Most family-owned small businesses are eagerly awaiting the results of the upcoming presidential election, as the outcome may determine how they move forward with their operations. Regardless of which side ends up winning on November 6, family-run businesses can still take certain measures, such as creating a strong and forward-thinking strategic plan, to ensure their business is running on all cylinders from November 7 and onward.

Many leaders of family-run businesses recognize the inherent benefits of developing a strategic plan for their company, but struggle to find time to create one. In many instances, the main decision maker of a small family-run business is also the marketing director, the accountant, the supply purchaser – the list goes on. All the titles not owned by the main decision maker are then likely held by his or her sibling or relative, so everyone may feel pressed for time.

There's no doubt that an effective and detailed strategic plan takes some time to put together, but one of the major benefits of the tool is that it allows for companies to be better prepared for any wild cards that may come their way in the upcoming six to 12 months. So, in that regard, dedicating time to crafting a strategic plan every year may actually save family-operated businesses more time down the road.

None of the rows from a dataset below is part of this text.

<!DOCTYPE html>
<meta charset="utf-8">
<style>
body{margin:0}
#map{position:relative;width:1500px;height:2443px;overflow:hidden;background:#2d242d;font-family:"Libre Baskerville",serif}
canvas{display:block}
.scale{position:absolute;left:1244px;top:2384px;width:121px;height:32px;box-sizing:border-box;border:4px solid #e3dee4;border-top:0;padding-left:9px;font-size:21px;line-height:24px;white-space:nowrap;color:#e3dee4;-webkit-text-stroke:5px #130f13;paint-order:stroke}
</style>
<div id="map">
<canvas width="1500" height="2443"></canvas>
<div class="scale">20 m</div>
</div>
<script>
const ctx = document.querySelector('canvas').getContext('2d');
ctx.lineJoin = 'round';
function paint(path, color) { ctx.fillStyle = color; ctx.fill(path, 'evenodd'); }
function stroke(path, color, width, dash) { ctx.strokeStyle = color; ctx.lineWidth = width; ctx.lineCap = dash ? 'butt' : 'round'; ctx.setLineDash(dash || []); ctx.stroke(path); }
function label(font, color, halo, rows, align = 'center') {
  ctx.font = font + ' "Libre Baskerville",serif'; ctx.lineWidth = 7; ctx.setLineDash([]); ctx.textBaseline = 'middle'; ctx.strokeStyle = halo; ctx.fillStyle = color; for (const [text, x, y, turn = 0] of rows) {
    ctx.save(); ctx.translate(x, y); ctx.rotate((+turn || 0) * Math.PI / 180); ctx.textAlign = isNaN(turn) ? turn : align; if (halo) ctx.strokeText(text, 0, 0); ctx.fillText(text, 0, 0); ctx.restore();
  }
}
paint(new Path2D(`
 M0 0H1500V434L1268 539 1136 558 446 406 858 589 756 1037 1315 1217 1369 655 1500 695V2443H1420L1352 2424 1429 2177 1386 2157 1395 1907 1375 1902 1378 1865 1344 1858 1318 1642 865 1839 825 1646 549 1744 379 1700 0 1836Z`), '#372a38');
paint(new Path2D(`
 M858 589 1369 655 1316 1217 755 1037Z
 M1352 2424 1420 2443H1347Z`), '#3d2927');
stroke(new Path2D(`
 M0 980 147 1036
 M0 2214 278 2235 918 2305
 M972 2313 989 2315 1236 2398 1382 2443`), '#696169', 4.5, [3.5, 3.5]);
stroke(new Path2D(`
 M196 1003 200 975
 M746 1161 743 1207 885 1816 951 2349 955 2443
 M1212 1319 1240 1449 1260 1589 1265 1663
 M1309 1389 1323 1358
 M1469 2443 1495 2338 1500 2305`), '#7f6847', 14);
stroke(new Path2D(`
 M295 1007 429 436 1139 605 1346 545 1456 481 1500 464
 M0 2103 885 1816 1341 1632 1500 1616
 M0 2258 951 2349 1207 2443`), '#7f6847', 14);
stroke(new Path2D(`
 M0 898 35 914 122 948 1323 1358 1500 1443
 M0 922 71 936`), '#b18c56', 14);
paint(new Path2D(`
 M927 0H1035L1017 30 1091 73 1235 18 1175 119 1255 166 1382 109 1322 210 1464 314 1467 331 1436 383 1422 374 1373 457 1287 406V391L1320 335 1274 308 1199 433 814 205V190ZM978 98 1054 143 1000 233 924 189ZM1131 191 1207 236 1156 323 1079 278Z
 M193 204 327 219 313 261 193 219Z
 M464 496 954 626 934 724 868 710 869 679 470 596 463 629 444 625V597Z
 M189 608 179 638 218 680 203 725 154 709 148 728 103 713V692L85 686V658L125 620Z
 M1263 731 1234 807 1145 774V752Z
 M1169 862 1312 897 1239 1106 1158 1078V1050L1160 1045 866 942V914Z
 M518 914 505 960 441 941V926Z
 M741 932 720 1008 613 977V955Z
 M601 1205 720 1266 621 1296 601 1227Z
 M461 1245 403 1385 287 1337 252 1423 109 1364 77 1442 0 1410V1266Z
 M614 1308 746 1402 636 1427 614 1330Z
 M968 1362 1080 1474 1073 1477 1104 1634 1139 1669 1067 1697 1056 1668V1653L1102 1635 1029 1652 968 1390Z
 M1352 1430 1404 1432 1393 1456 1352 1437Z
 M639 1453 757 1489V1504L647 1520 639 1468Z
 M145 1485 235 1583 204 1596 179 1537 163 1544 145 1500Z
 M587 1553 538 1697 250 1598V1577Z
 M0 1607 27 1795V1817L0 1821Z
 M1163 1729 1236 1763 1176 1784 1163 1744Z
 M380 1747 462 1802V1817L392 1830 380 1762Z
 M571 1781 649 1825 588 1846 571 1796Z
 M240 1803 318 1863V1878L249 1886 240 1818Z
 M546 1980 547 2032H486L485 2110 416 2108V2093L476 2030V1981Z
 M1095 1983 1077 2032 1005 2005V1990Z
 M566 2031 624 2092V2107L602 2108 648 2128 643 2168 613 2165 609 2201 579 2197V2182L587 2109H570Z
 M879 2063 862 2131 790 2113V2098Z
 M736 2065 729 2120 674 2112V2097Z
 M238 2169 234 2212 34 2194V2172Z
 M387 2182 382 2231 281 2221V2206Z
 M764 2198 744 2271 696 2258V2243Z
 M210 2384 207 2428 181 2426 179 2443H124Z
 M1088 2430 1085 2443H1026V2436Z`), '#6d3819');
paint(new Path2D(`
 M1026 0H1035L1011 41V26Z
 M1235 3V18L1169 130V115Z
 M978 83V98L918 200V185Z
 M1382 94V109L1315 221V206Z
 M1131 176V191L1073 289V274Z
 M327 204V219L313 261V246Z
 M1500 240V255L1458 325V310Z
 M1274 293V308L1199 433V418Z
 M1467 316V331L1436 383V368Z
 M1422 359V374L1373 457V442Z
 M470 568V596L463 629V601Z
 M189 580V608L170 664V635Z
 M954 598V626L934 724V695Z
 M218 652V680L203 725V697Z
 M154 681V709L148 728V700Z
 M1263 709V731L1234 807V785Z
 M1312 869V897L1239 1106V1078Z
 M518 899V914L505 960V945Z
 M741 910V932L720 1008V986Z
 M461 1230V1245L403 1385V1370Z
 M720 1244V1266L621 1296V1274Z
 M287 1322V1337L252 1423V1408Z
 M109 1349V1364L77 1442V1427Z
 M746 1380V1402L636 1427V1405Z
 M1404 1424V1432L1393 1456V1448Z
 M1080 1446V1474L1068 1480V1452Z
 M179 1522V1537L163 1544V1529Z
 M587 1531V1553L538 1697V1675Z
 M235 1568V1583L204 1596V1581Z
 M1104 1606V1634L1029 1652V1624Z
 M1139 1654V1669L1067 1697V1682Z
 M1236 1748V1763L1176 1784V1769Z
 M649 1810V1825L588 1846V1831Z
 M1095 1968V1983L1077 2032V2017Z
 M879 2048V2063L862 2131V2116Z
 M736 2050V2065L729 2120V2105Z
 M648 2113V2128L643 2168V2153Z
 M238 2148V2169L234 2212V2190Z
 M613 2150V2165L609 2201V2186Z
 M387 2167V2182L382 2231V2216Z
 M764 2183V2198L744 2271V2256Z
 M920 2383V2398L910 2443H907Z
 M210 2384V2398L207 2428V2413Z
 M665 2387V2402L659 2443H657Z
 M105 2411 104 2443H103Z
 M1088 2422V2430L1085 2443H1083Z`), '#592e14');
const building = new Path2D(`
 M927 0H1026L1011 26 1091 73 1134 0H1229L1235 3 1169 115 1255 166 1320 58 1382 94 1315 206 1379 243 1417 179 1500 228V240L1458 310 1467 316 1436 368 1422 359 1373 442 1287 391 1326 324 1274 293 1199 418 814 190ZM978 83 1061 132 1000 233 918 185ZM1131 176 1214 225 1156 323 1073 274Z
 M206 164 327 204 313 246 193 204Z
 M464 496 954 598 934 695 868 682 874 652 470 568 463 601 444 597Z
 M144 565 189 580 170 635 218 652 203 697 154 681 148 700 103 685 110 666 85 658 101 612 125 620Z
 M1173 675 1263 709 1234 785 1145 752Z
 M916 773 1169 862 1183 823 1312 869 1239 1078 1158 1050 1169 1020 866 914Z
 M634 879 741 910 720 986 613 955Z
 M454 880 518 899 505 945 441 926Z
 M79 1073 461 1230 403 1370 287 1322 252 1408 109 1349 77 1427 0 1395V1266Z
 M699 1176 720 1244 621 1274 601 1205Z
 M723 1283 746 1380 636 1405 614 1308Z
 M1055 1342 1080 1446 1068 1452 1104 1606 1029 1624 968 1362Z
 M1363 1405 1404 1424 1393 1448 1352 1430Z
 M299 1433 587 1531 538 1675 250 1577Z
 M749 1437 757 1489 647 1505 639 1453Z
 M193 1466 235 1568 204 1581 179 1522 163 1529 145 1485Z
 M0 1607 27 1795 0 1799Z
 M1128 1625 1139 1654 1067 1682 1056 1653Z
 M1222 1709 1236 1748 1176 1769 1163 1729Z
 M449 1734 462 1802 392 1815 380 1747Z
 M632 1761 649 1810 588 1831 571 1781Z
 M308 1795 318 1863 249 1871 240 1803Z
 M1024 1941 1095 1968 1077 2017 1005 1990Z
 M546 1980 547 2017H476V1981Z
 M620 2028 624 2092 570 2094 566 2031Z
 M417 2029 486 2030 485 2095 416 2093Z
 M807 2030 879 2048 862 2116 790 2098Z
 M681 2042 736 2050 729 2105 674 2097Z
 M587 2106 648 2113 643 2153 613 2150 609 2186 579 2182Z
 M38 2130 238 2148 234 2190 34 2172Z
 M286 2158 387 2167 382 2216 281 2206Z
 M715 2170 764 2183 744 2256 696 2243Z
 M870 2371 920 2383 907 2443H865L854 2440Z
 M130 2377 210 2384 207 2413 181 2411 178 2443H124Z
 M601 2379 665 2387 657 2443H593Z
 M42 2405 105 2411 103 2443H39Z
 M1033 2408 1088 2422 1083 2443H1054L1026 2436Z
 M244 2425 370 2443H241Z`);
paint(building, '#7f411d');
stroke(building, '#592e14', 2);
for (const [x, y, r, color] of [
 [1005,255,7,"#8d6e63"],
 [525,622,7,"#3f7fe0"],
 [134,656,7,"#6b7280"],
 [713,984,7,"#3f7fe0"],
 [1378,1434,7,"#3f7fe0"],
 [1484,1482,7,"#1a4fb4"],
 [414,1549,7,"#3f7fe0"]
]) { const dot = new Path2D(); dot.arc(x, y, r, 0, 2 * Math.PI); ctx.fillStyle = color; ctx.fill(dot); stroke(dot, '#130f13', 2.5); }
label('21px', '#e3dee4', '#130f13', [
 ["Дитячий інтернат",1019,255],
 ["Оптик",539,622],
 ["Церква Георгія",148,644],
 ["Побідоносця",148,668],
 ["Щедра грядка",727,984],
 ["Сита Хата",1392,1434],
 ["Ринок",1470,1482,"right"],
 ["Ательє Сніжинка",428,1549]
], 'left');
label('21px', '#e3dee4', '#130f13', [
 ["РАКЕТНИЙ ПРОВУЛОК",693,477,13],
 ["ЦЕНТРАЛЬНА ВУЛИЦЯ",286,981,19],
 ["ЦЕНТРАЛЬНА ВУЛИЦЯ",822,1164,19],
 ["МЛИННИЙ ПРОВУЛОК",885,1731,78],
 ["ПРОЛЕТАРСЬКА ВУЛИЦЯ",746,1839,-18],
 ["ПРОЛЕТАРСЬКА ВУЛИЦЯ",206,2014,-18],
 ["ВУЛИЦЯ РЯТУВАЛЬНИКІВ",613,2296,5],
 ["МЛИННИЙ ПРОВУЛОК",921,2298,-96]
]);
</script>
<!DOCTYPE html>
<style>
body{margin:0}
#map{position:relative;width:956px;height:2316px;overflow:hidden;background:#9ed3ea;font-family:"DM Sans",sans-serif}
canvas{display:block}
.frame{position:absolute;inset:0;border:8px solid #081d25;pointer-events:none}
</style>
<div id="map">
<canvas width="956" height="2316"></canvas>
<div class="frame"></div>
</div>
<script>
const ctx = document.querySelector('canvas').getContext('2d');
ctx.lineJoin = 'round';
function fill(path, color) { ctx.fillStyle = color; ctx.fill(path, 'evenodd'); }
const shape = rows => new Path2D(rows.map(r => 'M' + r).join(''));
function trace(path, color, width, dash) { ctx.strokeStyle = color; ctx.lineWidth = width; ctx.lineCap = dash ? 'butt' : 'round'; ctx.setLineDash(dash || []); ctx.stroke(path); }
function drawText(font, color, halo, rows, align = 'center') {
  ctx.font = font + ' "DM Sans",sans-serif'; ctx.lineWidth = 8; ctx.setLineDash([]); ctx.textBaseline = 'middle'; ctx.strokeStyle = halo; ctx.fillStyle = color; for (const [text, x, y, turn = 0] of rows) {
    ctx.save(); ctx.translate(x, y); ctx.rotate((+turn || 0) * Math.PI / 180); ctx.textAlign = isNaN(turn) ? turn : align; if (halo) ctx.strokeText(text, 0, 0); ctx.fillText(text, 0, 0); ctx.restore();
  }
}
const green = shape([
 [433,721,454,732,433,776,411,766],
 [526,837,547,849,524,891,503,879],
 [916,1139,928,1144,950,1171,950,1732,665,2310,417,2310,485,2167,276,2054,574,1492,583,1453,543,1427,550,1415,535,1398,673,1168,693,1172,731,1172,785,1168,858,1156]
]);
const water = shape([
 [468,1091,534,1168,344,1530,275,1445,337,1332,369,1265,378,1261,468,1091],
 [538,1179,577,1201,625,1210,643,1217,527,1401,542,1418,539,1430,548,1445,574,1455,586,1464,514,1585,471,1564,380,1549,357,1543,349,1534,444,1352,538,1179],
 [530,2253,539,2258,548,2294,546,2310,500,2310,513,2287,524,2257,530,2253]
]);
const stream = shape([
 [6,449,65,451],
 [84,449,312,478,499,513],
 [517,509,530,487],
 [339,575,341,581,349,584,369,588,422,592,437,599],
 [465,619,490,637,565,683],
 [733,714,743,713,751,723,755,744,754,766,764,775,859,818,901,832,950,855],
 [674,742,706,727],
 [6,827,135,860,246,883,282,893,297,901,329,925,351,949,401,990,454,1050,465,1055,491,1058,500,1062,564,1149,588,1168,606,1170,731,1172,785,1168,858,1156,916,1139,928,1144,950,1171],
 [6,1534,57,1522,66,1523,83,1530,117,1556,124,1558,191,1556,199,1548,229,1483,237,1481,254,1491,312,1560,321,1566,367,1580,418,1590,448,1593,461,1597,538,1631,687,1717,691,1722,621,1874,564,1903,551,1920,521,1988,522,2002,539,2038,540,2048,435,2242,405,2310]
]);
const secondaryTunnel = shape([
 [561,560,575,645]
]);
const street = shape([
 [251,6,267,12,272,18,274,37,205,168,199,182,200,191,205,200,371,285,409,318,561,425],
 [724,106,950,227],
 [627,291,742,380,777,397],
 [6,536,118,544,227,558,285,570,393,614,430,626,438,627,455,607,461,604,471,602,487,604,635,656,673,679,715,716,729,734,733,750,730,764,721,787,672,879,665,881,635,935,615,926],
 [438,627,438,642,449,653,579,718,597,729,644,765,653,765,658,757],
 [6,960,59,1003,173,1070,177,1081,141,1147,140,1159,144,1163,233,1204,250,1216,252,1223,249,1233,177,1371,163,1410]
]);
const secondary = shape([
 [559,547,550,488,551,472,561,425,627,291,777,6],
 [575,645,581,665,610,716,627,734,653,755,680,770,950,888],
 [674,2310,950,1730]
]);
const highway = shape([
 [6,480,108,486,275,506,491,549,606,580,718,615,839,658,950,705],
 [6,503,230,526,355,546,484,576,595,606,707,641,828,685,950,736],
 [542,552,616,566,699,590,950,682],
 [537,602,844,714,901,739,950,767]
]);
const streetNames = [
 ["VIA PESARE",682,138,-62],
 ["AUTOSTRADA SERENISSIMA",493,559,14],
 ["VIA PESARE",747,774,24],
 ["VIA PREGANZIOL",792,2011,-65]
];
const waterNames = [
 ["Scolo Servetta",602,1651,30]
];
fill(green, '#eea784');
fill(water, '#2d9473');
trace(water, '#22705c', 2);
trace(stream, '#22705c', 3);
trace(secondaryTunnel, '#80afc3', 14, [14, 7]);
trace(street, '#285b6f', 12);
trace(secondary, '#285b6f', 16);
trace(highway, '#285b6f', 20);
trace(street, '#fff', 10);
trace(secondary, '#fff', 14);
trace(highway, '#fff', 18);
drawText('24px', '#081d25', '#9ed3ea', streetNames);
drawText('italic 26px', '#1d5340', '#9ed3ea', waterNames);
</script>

Leaders of family-run businesses who see the value in allocating some of their time and energy to putting together a realistic and worthwhile long-term plan for their companies may want to keep a couple key ideas in mind:

1. Involve all relevant family members
One of the major hurdles family-operated small companies often face is resentment or jealousy. The head of the company may be able to reduce possible tension and eliminate resentment before it sets in by making sure all employees have a say in the shape of the company's future. Not every suggestion needs to be implemented and not every goal needs to be added. But, by including everyone in the discussion, cousins, nephews, brothers, sisters, husbands or wives, etc. will note that their voice carries some weight.

2. Be detailed, be realistic
Strategic plans are living documents that need to be reviewed and adjusted regularly to ensure they keep pace with new market developments or unexpected business occurrences. That being said, these documents still require detailed figures and business projections; otherwise, there will be no way to accurately determine essential business considerations: expenses, revenue, investments, new hires. By using a business planning tool, such as budgeting software, small family-run operations can forecast months and years ahead to answer important questions: How much money will the company earn during the next year? How much of that will need to be saved for expenses, fixed and otherwise? Will there be enough revenue to give bonuses? Invest in new equipment? Hire another relative?

Although some small business owners may be successful without crafting a proper plan for their companies, those who do tend to have the confidence to move forward with purchases, hires and other major decisions because they have a clear and defined strategy.